A range of strategies, programs and partnerships are needed to take a health- and equity- promoting approach to addressing concerns about public substance use in communities across BC. Through support and connection with people who use drugs, many community concerns about substance use can begin to be addressed. For example:
Local governments and health authorities can continue to build their relationships with each other on these topics. Within the health authorities there are a number of staff positions that can help, including regional harm reduction coordinators, decriminalization leads, and Medical Health Officers.
Community organizations serving people who use substances are also important resources. Communities that have been hardest hit by the overdose crisis may also have Community Actions Teams that bring together partners to provide focused, action-oriented strategies to address the overdose crisis at the local level. The Community Action Initiative
shares information and lessons from these teams.
Local governments can create healthier and safer communities for everyone by engaging people with lived and living experience of substance use at all stages of planning.
Drug user groups are an important resource as they carry practical knowledge and resources to support people who use substances, and work to improve the relationships between people who use substances and their communities.

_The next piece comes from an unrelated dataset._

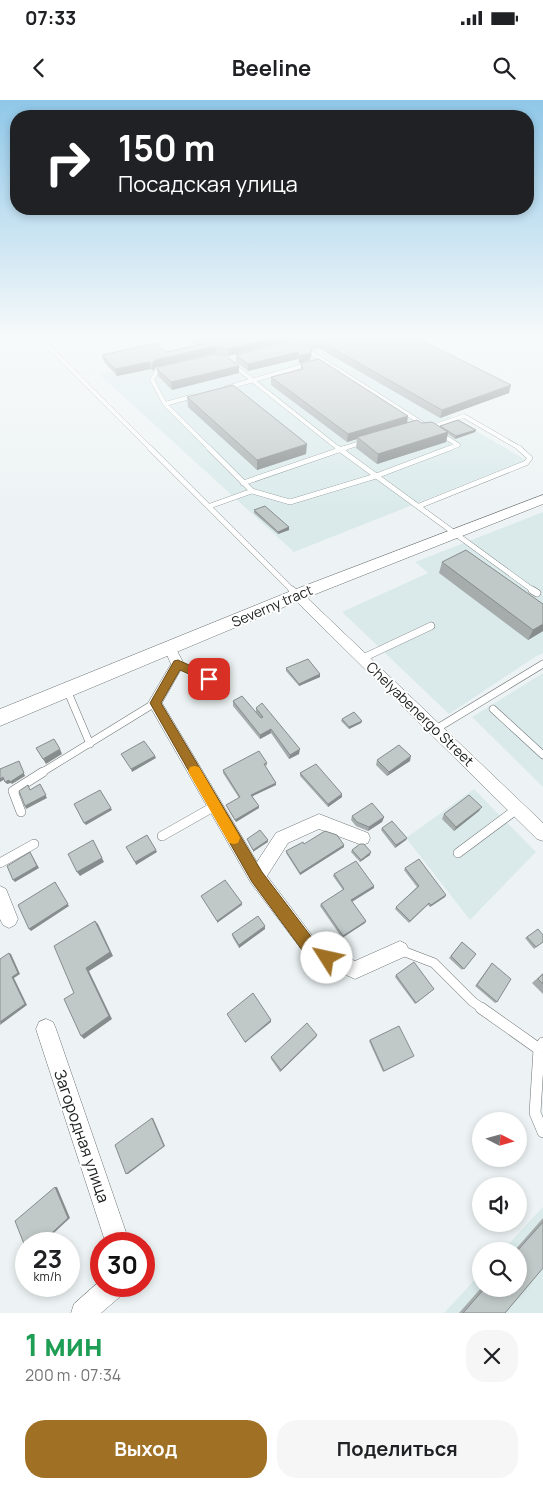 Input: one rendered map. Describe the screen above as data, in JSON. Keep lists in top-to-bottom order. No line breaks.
{"streets":{"main road":["Severny tract"],"street":["Chelyabenergo Street","Загородная улица"]},"crossings":[["Severny tract","Chelyabenergo Street"]],"north":"right","page":{"status":"07:33","header":"Beeline","turn":["150 m","Посадская улица"],"speed":"23 km/h","limit":"30","heading":["1 мин","200 m · 07:34"],"buttons":["Выход","Поделиться"]}}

People without homes or who are precariously housed are more likely to use substances in public. Housing is more than an alternative to public substance use – it improves people’s health and allows them to make healthier choices. As well, offering substance use and harm reduction services within supportive housing protects people who use substances while addressing concerns from other community members. It is important that housing be inclusive of youth and pregnant and parenting people. Connect with BC Housing
for more information.
Overdose prevention services are evidence-based health care services that decrease the risk of fatal overdose and connect people who use drugs to social and medical supports. Local governments can help reduce public use of drugs and encourage safer use by working with health authorities and community organizations to implement of overdose prevention services (e.g. by identifying facilities, supporting zoning changes or exemptions as necessary, and conducting outreach to increase stakeholder support).